**Work to complete**
All lines from the opening of the entries below through the line containing "margin:0; font-size:13px; white-space:nowrap;" must be output exactly as they appear, with no other lines.

======== Records for this task

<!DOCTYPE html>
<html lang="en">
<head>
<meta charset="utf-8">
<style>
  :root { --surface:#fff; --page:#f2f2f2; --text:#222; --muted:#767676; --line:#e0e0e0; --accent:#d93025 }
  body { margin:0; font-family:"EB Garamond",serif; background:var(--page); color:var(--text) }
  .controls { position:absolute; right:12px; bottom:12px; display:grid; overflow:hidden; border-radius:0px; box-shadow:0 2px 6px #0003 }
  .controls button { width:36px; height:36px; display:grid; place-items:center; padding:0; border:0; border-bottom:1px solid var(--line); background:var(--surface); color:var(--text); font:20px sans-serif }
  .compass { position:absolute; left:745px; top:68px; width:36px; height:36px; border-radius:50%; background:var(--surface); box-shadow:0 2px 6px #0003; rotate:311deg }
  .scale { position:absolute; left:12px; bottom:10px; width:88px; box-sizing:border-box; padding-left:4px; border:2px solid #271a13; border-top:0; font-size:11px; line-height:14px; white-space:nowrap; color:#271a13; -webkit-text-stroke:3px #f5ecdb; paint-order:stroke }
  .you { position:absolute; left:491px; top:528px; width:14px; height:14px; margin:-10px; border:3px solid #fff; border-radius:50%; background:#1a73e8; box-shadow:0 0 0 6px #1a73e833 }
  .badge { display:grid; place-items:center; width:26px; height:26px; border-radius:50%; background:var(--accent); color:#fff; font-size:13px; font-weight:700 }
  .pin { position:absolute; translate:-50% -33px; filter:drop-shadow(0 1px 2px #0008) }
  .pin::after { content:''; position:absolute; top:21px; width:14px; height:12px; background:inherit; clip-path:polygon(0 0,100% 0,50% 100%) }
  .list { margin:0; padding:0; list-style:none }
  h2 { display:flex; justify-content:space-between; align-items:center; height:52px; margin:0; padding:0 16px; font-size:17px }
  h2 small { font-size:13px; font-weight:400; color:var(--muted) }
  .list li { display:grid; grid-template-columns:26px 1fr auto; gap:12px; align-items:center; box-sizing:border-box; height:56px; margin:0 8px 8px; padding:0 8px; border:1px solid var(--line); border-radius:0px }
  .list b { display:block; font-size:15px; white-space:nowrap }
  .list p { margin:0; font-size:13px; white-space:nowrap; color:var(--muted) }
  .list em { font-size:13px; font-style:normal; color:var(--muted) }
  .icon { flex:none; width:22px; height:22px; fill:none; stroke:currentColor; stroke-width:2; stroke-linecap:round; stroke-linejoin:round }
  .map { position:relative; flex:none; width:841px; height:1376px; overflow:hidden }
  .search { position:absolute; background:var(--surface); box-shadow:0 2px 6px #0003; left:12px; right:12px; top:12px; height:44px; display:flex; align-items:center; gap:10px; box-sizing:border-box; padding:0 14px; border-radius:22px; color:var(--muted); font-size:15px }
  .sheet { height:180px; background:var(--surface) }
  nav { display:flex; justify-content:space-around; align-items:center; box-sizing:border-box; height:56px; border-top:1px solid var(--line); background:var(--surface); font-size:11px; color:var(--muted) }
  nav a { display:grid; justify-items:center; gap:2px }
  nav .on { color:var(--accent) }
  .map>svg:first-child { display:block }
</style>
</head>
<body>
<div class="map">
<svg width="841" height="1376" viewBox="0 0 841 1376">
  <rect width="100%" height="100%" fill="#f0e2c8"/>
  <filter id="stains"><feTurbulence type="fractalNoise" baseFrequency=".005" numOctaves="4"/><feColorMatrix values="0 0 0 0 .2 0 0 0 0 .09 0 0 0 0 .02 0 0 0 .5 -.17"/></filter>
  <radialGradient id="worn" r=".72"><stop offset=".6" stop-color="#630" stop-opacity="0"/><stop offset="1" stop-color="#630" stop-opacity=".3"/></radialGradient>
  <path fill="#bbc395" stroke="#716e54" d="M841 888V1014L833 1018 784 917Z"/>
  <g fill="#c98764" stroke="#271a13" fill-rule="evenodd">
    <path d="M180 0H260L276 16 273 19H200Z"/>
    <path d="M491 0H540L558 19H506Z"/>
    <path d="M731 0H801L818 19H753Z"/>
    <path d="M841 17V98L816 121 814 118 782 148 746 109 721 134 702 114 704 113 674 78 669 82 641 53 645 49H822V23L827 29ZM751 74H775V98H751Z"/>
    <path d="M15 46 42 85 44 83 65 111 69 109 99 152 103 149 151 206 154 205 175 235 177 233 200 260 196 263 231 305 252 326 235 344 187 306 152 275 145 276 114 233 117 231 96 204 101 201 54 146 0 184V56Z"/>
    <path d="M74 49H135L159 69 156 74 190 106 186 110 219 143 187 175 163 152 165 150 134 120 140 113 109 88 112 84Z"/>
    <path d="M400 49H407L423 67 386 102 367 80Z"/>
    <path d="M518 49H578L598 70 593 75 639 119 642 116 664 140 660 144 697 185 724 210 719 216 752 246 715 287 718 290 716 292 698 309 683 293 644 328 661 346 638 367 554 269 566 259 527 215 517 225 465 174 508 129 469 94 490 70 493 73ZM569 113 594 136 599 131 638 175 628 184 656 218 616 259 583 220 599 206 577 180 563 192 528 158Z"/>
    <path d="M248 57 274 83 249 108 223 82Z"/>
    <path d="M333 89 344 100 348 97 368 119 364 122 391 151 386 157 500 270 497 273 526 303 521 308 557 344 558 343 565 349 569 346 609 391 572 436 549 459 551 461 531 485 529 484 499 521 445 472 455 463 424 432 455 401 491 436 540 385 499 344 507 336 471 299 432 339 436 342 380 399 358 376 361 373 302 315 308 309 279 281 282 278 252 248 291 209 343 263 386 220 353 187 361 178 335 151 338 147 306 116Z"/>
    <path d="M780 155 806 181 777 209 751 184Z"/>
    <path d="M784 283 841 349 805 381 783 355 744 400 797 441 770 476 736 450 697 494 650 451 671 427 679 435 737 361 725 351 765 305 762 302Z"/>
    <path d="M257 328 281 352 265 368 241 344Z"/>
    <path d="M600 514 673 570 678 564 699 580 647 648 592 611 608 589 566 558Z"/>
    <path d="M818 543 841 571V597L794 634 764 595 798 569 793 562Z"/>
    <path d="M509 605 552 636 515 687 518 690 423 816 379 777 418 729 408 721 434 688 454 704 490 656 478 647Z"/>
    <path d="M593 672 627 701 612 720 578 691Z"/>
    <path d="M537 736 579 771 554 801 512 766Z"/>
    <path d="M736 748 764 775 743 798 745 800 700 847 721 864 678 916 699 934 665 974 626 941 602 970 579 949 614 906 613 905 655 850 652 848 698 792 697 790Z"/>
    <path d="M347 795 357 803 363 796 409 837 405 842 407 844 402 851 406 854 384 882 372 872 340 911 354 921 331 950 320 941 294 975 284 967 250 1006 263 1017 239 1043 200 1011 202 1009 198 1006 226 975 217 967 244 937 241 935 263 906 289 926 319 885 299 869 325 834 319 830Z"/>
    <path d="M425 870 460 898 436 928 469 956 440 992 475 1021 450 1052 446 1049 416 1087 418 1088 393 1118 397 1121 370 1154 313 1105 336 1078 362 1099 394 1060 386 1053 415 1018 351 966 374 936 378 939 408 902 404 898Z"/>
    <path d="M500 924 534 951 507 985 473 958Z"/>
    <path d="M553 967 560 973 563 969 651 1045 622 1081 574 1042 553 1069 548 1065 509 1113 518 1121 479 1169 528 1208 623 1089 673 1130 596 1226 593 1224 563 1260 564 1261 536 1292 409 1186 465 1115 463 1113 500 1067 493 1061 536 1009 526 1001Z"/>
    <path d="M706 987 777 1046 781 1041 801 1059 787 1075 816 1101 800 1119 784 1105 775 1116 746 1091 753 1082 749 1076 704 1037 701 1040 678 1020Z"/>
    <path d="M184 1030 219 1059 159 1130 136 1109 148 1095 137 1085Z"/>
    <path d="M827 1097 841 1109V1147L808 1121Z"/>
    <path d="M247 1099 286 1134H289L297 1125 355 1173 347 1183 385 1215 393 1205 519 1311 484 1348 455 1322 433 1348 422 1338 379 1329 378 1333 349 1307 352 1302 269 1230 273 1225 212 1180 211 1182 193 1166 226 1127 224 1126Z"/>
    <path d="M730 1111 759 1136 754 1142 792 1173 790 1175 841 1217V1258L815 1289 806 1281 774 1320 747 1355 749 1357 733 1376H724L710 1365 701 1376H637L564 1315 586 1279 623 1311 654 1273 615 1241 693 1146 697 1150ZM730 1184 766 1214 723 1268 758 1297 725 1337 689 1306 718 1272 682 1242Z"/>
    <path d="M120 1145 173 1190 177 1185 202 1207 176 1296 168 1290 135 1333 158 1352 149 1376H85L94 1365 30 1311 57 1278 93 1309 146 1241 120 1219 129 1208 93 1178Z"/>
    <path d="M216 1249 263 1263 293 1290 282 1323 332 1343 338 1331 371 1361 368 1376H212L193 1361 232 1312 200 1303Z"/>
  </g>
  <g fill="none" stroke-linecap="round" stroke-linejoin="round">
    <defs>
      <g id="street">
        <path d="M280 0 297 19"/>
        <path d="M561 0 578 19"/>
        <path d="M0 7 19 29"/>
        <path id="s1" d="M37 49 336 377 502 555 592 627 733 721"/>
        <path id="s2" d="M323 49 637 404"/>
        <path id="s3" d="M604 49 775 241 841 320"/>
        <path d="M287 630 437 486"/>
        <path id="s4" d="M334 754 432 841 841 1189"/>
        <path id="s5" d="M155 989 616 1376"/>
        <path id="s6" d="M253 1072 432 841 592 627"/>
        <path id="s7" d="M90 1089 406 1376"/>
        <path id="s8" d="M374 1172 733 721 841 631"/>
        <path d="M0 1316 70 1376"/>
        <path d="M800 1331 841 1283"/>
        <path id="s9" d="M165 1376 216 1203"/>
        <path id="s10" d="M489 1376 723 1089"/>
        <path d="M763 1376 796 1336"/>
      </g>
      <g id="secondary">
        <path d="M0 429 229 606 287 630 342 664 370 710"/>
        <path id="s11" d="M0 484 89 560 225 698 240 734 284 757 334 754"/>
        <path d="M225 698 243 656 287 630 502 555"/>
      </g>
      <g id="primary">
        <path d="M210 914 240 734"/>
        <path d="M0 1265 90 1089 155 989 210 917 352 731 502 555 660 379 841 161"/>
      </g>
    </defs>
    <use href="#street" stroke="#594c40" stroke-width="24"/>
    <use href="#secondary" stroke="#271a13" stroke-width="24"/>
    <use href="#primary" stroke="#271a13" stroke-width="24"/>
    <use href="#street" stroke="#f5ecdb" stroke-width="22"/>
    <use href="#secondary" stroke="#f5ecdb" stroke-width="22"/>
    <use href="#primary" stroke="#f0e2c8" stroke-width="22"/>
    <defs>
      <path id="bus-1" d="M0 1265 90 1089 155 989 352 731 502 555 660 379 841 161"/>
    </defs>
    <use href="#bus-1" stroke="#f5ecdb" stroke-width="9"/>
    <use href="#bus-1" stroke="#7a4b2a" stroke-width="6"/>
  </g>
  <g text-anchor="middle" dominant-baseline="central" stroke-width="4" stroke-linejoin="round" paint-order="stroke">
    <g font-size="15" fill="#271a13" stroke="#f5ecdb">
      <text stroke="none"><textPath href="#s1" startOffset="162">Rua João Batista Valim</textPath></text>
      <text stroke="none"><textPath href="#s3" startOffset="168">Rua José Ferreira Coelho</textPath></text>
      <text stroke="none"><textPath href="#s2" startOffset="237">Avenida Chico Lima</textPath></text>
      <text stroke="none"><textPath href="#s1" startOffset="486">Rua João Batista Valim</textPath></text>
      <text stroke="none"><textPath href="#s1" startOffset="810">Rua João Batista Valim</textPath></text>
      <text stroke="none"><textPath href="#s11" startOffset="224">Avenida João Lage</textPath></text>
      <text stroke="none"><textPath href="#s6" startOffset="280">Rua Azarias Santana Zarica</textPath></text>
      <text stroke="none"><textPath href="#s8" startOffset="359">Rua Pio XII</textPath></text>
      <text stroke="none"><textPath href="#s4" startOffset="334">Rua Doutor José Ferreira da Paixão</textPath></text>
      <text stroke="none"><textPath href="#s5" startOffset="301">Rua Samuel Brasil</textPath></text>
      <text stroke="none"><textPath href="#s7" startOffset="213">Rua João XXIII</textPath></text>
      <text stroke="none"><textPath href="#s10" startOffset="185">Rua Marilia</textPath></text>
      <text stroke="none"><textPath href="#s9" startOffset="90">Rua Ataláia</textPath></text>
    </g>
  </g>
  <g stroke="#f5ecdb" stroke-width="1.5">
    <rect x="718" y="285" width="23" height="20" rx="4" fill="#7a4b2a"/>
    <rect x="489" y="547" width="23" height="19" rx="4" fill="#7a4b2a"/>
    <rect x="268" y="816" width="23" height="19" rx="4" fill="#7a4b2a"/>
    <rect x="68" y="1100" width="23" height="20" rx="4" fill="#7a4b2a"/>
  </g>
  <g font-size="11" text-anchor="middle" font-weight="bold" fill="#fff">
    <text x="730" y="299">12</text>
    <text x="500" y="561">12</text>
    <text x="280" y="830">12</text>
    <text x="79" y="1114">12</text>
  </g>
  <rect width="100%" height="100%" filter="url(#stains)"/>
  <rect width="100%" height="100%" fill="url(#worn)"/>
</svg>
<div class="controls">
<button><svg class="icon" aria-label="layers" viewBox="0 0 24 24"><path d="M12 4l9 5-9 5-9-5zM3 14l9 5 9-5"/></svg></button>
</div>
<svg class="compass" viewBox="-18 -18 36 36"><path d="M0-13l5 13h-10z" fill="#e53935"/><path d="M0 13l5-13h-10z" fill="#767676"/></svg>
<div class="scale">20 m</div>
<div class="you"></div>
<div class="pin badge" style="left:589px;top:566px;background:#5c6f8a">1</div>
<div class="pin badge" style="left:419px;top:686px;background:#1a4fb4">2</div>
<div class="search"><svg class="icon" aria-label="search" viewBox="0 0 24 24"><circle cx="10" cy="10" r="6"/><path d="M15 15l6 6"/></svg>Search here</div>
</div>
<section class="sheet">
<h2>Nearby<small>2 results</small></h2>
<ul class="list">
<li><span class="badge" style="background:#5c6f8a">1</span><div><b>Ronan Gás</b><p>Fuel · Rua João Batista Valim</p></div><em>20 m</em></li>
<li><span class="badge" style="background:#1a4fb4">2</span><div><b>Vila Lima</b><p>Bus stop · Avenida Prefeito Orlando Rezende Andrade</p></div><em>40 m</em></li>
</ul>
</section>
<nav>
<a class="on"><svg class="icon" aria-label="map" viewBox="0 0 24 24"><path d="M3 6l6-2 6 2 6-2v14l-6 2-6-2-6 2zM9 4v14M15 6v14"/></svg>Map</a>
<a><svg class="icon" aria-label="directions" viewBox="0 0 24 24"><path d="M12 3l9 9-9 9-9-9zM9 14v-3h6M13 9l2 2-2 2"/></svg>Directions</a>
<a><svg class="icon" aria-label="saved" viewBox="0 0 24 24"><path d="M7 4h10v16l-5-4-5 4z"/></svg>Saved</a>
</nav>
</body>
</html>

================

**Exercise output**
<!DOCTYPE html>
<html lang="en">
<head>
<meta charset="utf-8">
<style>
  :root { --surface:#fff; --page:#f2f2f2; --text:#222; --muted:#767676; --line:#e0e0e0; --accent:#d93025 }
  body { margin:0; font-family:"EB Garamond",serif; background:var(--page); color:var(--text) }
  .controls { position:absolute; right:12px; bottom:12px; display:grid; overflow:hidden; border-radius:0px; box-shadow:0 2px 6px #0003 }
  .controls button { width:36px; height:36px; display:grid; place-items:center; padding:0; border:0; border-bottom:1px solid var(--line); background:var(--surface); color:var(--text); font:20px sans-serif }
  .compass { position:absolute; left:745px; top:68px; width:36px; height:36px; border-radius:50%; background:var(--surface); box-shadow:0 2px 6px #0003; rotate:311deg }
  .scale { position:absolute; left:12px; bottom:10px; width:88px; box-sizing:border-box; padding-left:4px; border:2px solid #271a13; border-top:0; font-size:11px; line-height:14px; white-space:nowrap; color:#271a13; -webkit-text-stroke:3px #f5ecdb; paint-order:stroke }
  .you { position:absolute; left:491px; top:528px; width:14px; height:14px; margin:-10px; border:3px solid #fff; border-radius:50%; background:#1a73e8; box-shadow:0 0 0 6px #1a73e833 }
  .badge { display:grid; place-items:center; width:26px; height:26px; border-radius:50%; background:var(--accent); color:#fff; font-size:13px; font-weight:700 }
  .pin { position:absolute; translate:-50% -33px; filter:drop-shadow(0 1px 2px #0008) }
  .pin::after { content:''; position:absolute; top:21px; width:14px; height:12px; background:inherit; clip-path:polygon(0 0,100% 0,50% 100%) }
  .list { margin:0; padding:0; list-style:none }
  h2 { display:flex; justify-content:space-between; align-items:center; height:52px; margin:0; padding:0 16px; font-size:17px }
  h2 small { font-size:13px; font-weight:400; color:var(--muted) }
  .list li { display:grid; grid-template-columns:26px 1fr auto; gap:12px; align-items:center; box-sizing:border-box; height:56px; margin:0 8px 8px; padding:0 8px; border:1px solid var(--line); border-radius:0px }
  .list b { display:block; font-size:15px; white-space:nowrap }
  .list p { margin:0; font-size:13px; white-space:nowrap; color:var(--muted) }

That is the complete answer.